The Doctors decided to start the labor process. I remember my family walking in the room I felt like I had failed everyone.  I was suppose to be bringing a baby home for my family to spoil and love her. My sister Ashley I felt like was so close to her even though she never met her. All my family was there to help us grieve.  All the next day on Saturday I was in and out of pain. A lot of it was a blur until about 9 pm the nurse said it was time to push.  At that point in time I thought God please let the doctors be wrong about Emma. Give us a miracle. At 9:35pm she was born I wished so bad to hear her cry. They gave her to me to hold she was as beautiful as I dreamed. The nurse took Emma to get cleaned up and she brought her back to us in a beautiful white dress with a pink and white bracelet with her name on it. My family got to spend time with her holding and remembering all the beautiful things about her. After an hour into it she started to feel cold. I wrapped her up with the blanket. The Nurse gave us the options for her to stay in the room with us. The next day it was Sunday. I knew it was a matter of time before the nurse would take her back. I remember holding her telling her how much I love her. We said our goodbyes.

The next day, Monday, it was time to go home. I dreaded going to an empty nursury.  I would go in her room every night and talk with God, and ask Him so many question on WHY did this happen to me? I felt so angry at Him for allowing this to happen.  I felt so alone even with my husband and my family were there for me. I felt so lost. How was I going to tell people what had happened to our daughter? It’s almost been a year, there is not one day that goes by I don’t think of her. What would she look like now? Would she be taking her first steps? Would she be making her first sounds and saying mama or dada?  

So many people don’t know what to say when you lose a child. My husband and I were eating for our anniversary. The waiter was talking with us and he asked us how many years we’d been married, which Is common to ask someone when it’s their anniversary. But I knew the next question he was going to ask us was “How many kids do you have?” I’m so proud to tell everyone I have a daughter in Heaven. Well his reaction was so different from most. He asked me what her name was? This brought so much joy in my heart.  All moms want to do is honor their baby when they can. I plan to honor her for the rest of my life until I see her beautiful face again. 

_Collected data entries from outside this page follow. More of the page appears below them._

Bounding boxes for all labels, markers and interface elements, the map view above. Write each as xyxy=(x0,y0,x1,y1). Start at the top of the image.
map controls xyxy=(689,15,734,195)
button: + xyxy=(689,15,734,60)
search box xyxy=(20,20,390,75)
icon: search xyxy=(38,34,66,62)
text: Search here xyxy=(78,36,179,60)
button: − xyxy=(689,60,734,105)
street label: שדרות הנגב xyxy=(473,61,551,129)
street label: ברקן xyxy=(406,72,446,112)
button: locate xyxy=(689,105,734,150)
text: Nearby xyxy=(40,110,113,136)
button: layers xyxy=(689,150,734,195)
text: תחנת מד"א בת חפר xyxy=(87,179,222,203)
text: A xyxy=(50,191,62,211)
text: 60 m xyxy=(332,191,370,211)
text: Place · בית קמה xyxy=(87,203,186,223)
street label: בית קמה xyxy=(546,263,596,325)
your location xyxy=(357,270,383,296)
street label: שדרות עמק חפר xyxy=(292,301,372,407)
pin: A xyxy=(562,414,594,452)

In the beginning I was sure I would never recover from this struggle, but, God has really taught me, that He is still good through it all. Moments and days still come when my breath leaves me because my arms want to be wrapped around my daughter, but I find comfort in knowing that because He lives, so does Emma, and we will meet in eternity one glorious day! I will never be the same, nor do I want to be. A perfect piece of me is in Heaven.